Memasuki jenjang SMP, siswa tidak hanya membutuhkan pembelajaran akademik, tetapi juga lingkungan yang dapat membantu membentuk kebiasaan dan karakter. Usia remaja awal menjadi salah satu tahap penting karena siswa mulai belajar mengatur dirinya sendiri, memahami tanggung jawab, serta membangun kebiasaan yang dapat terbawa hingga jenjang pendidikan berikutnya. Karena itu, kegiatan yang berkaitan dengan pembentukan karakter dan kehidupan keagamaan dapat menjadi bagian penting dari keseharian siswa di sekolah.
SMP Al Ma’soem Bandung menjadi salah satu sekolah yang memasukkan program keagamaan ke dalam kegiatan pendidikan. Salah satunya adalah Program Tahfidz yang menjadi bagian dari program sekolah. Berdasarkan informasi sekolah, program tersebut memiliki target minimal tiga juz, disertai dengan kegiatan ibadah seperti shalat wajib berjamaah dan shalat Dhuha bersama. Pola kegiatan tersebut menunjukkan bahwa pembelajaran tidak hanya diarahkan pada kemampuan menghafal Al-Qur’an, tetapi juga pada pembiasaan aktivitas keagamaan dalam keseharian siswa.
Program Tahfidz di SMP Al Ma’soem memiliki target minimal tiga juz. Target tersebut menjadi bagian yang dapat memberikan arah bagi siswa selama mengikuti program. Dalam proses menghafal Al-Qur’an, siswa perlu memiliki konsistensi karena hafalan tidak cukup dilakukan hanya sesekali. Ada proses mengingat, mengulang, menjaga hafalan, dan membangun kebiasaan agar ayat yang telah dipelajari tetap melekat.

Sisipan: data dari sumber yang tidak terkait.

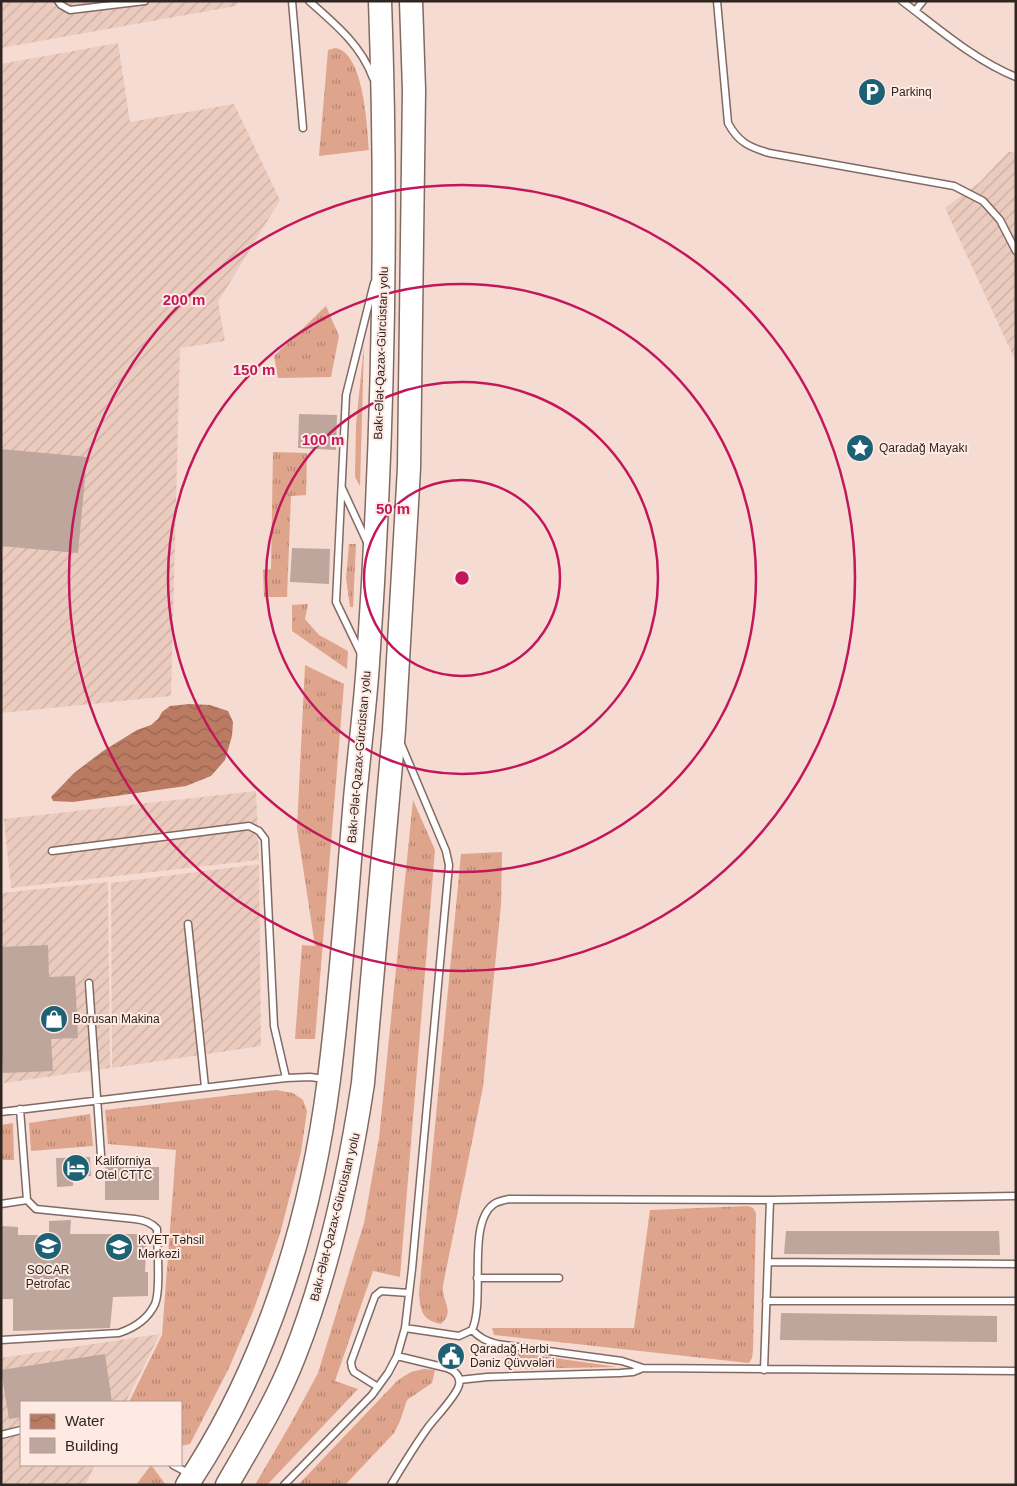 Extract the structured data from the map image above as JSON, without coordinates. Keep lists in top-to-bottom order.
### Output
{
  "streets": {
    "highway": ["Bakı-Ələt-Qazax-Gürcüstan yolu"]
  },
  "places": {
    "parking": ["Parkinq"],
    "place": ["Qaradağ Mayakı"],
    "shop": ["Borusan Makina"],
    "hotel": ["Kaliforniya Otel CTTC"],
    "school or university": ["SOCAR Petrofac", "KVET Təhsil Mərkəzi"],
    "public building": ["Qaradağ Hərbi Dəniz Qüvvələri"]
  },
  "legend": ["Water", "Building"],
  "rings": [
    "200 m",
    "150 m",
    "100 m",
    "50 m"
  ]
}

Keberadaan target minimal juga dapat menjadi gambaran bagi orang tua mengenai salah satu bentuk program keagamaan yang dijalankan di sekolah. Setiap siswa tentunya memiliki kemampuan dan proses belajar yang berbeda, sehingga lingkungan pendidikan dapat berperan dalam memberikan rutinitas yang membantu siswa menjalani proses tersebut. Program Tahfidz kemudian menjadi salah satu bagian dari pengalaman pendidikan siswa selama berada di SMP Al Ma’soem.

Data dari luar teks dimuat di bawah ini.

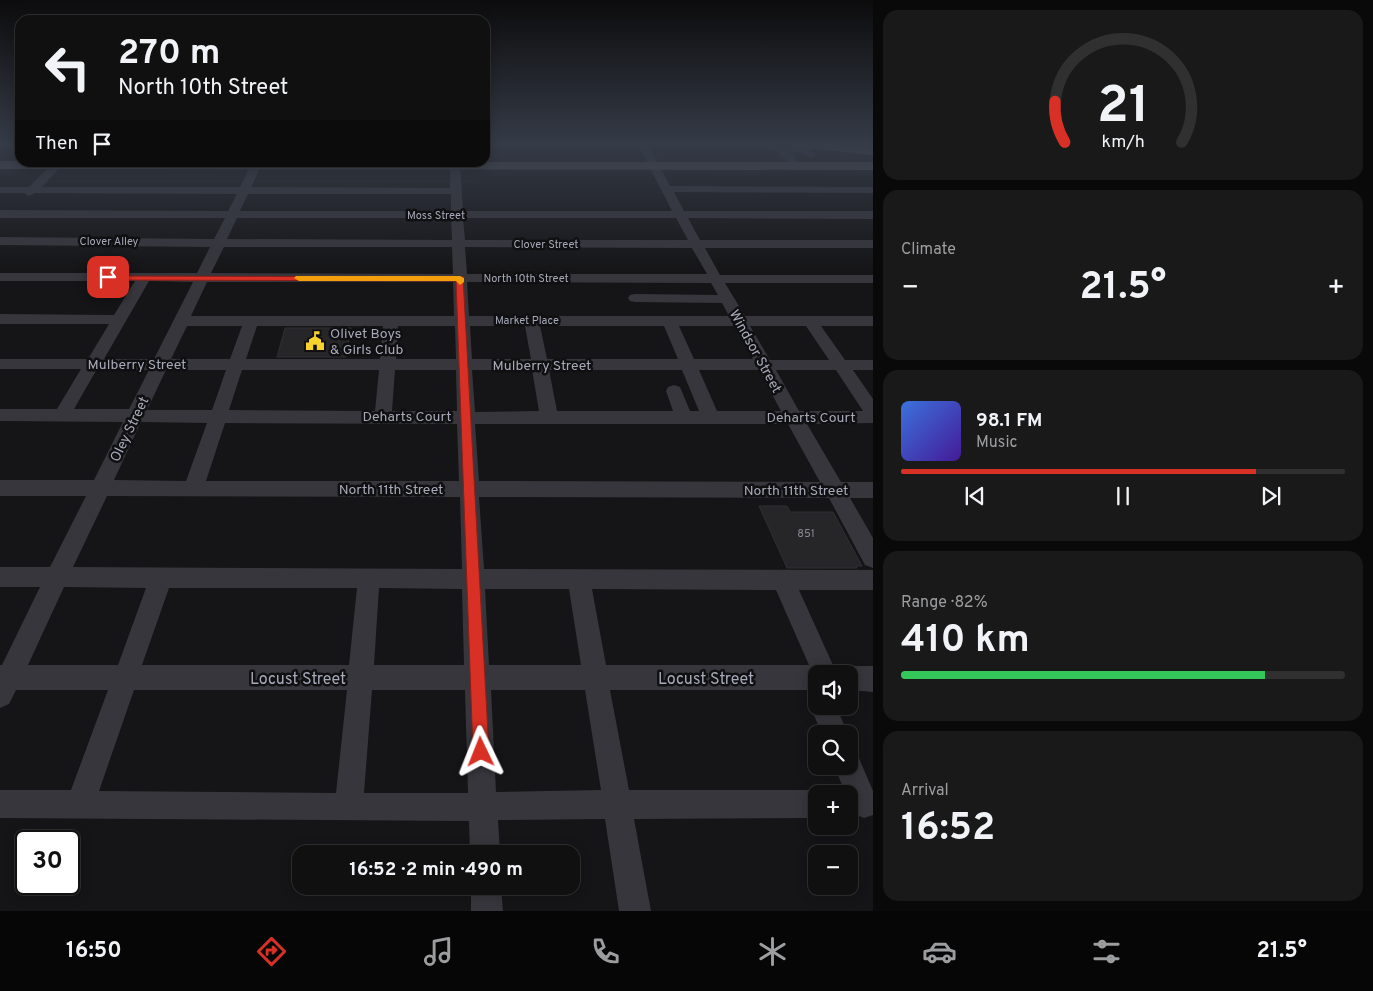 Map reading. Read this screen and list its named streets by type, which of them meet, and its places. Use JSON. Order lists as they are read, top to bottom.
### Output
{
  "streets": {
    "street": [
      "Moss Street",
      "Clover Alley",
      "Clover Street",
      "North 10th Street",
      "Market Place",
      "Windsor Street",
      "Mulberry Street",
      "Deharts Court",
      "Oley Street",
      "North 11th Street",
      "Locust Street"
    ]
  },
  "crossings": [
    ["Moss Street", "Clover Street"],
    ["Moss Street", "Windsor Street"],
    ["Moss Street", "Oley Street"],
    ["Clover Alley", "Clover Street"],
    ["Clover Alley", "Oley Street"],
    ["Clover Street", "Windsor Street"],
    ["Clover Street", "Oley Street"],
    ["North 10th Street", "Windsor Street"],
    ["North 10th Street", "Oley Street"],
    ["Market Place", "Windsor Street"],
    ["Market Place", "Oley Street"],
    ["Windsor Street", "Mulberry Street"],
    ["Windsor Street", "Deharts Court"],
    ["Windsor Street", "North 11th Street"],
    ["Mulberry Street", "Oley Street"],
    ["Deharts Court", "Oley Street"],
    ["Oley Street", "North 11th Street"],
    ["Oley Street", "Locust Street"]
  ],
  "places": {
    "public building": ["Olivet Boys & Girls Club"]
  },
  "house_numbers": ["851"],
  "page": {
    "turn": ["270 m", "North 10th Street"],
    "then": "Then",
    "tile": [
      "Climate",
      ["Range · 82%", "410 km"],
      ["Arrival", "16:52"]
    ],
    "heat": ["−", "21.5°", "+"],
    "song": ["98.1 FM", "Music"],
    "map_buttons": ["+", "−"],
    "limit": "30",
    "trip": "16:52 · 2 min · 490 m",
    "tabs": ["16:50", "21.5°"],
    "gauge": ["21", "km/h"]
  }
}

Selain target hafalan, informasi sekolah juga menyebutkan adanya penghargaan yang berkaitan dengan pencapaian keagamaan. Di antaranya Beasiswa Tahfidz, Santri of The Month, penghargaan bagi Muadzin, Khatam Qur’an, serta bebas DOP bagi siswa berprestasi. Bentuk apresiasi tersebut dapat menjadi bagian dari cara sekolah memberikan penghargaan terhadap pencapaian dan keterlibatan siswa dalam kegiatan keagamaan.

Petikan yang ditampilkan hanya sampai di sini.